5. L.A. Woman (Jim Morrison) - "L.A. Woman" foi creditado a todo o grupo, ou seja, Morrison, Manzarek, Densmore e Krieger. Basicamente é uma declaração de amor de Morrison para a cidade de Los Angeles. Em uma de suas últimas entrevistas Jim Morrison explicou que L.A. o tinha acolhido em um momento particularmente complicado de sua vida, quando finalmente resolveu largar a universidade e viver como um vagabundo errante pelos arredores de Venice Beach, e que por essa razão era eternamente grato a ela. "Se disserem que nunca a amei certamente estarão mentindo" - decretou o cantor. Curiosamente em sua letra Morrison acaba humanizando a cidade, a identificando de forma surrealista com uma mulher, tudo sendo criado em um plano puramente subjetivo e poético, de sua maneira muito peculiar de enxergar a realidade. Os lugares da cidade por onde parece caminhar se misturam com os delicados devaneios do corpo de uma mulher amada, misteriosa e Inatingível. Em termos técnicos considero essa uma das melhores gravações da carreira dos Doors. A música tem uma melodia envolvente, que desfila em uma crescente euforia que também vai contagiando o ouvinte, tudo indo desembocar em um excesso de explosões emocionais. Certamente uma obra prima da carreira do grupo. Genial mesmo.
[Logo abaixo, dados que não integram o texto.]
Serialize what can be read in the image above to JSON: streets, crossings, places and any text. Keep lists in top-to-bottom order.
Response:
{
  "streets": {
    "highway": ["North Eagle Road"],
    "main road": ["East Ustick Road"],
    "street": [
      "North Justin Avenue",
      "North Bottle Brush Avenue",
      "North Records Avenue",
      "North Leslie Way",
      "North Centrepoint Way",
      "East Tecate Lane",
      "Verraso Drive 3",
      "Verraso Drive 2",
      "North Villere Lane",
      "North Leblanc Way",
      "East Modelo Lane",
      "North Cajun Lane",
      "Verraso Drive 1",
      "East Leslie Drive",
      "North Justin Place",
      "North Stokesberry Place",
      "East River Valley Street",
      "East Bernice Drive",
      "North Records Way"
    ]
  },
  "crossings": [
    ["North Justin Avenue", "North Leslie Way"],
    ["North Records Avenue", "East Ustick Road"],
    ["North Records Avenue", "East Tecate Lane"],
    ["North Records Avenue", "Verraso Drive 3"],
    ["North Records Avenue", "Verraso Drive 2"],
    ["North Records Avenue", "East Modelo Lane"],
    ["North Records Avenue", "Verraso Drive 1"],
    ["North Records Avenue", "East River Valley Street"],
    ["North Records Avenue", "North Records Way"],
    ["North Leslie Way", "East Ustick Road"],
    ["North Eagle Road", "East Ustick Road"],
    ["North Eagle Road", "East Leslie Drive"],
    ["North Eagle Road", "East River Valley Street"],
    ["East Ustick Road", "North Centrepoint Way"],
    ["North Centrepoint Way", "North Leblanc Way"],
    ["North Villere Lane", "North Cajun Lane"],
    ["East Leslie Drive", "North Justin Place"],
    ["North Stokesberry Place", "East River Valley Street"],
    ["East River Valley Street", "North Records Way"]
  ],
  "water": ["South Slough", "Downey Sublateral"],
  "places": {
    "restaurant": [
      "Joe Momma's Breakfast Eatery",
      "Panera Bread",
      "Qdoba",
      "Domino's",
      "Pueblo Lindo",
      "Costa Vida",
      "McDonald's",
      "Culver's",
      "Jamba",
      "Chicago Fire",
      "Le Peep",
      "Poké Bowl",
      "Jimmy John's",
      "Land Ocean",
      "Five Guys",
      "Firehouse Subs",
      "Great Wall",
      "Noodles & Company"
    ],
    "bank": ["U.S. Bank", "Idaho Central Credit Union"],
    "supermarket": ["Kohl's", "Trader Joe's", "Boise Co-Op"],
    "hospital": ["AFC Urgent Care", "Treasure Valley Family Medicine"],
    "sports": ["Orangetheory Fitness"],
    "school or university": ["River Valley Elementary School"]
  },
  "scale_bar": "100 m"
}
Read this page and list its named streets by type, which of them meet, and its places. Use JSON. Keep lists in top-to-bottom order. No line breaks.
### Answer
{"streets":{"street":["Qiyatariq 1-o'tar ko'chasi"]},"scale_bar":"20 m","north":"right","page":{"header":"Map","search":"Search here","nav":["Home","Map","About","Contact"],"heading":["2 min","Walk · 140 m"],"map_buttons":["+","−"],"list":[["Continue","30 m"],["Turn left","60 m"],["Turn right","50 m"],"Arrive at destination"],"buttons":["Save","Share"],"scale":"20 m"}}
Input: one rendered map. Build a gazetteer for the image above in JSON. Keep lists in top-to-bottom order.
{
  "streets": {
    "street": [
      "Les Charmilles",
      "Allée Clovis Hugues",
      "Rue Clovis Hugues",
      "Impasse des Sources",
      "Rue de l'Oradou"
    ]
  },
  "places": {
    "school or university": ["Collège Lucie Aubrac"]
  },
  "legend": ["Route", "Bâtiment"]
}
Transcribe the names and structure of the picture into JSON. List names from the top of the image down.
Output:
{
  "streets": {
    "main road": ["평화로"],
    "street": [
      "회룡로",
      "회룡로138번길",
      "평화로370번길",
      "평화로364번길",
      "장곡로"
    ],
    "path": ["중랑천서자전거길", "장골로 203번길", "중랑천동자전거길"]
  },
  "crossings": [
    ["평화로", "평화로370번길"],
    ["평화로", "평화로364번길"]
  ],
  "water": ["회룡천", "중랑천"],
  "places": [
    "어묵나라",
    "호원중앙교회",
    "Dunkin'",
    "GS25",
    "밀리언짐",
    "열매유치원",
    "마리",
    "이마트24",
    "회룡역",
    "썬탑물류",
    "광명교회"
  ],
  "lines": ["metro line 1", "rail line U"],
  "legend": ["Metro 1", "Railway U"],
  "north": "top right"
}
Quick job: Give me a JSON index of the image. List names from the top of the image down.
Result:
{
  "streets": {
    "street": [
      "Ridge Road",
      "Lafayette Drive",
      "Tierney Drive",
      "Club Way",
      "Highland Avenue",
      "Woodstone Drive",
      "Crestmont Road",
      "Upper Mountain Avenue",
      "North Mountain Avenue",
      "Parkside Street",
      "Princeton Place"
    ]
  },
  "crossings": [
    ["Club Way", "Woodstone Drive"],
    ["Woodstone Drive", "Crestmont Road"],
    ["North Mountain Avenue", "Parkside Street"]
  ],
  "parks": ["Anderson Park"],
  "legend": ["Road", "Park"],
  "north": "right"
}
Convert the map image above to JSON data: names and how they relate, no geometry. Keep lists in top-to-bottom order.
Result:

6. L'America (Jim Morrison) - "L'America" é outra composição de Jim Morrison com forte influência cinematográfica. É praticamente um road movie, como eram chamados os filmes de estrada, com enredos versando sobre pessoas que em determinada manhã simplesmente decidiam ligar o carro e pegar a estrada, rumo a lugar nenhum. Morrison assim vai narrando em forma sensorial essa trip, onde ele se coloca como aquele forasteiro que chega numa cidade onde não conhece ninguém. Os homens não gostam de sua chegada, mas as mulheres acabam ficando atraídas pela sua presença. A letra é até simples, com poucos versos, mas funciona muito bem, afinal Jim Morrison era um grande poeta e escritor.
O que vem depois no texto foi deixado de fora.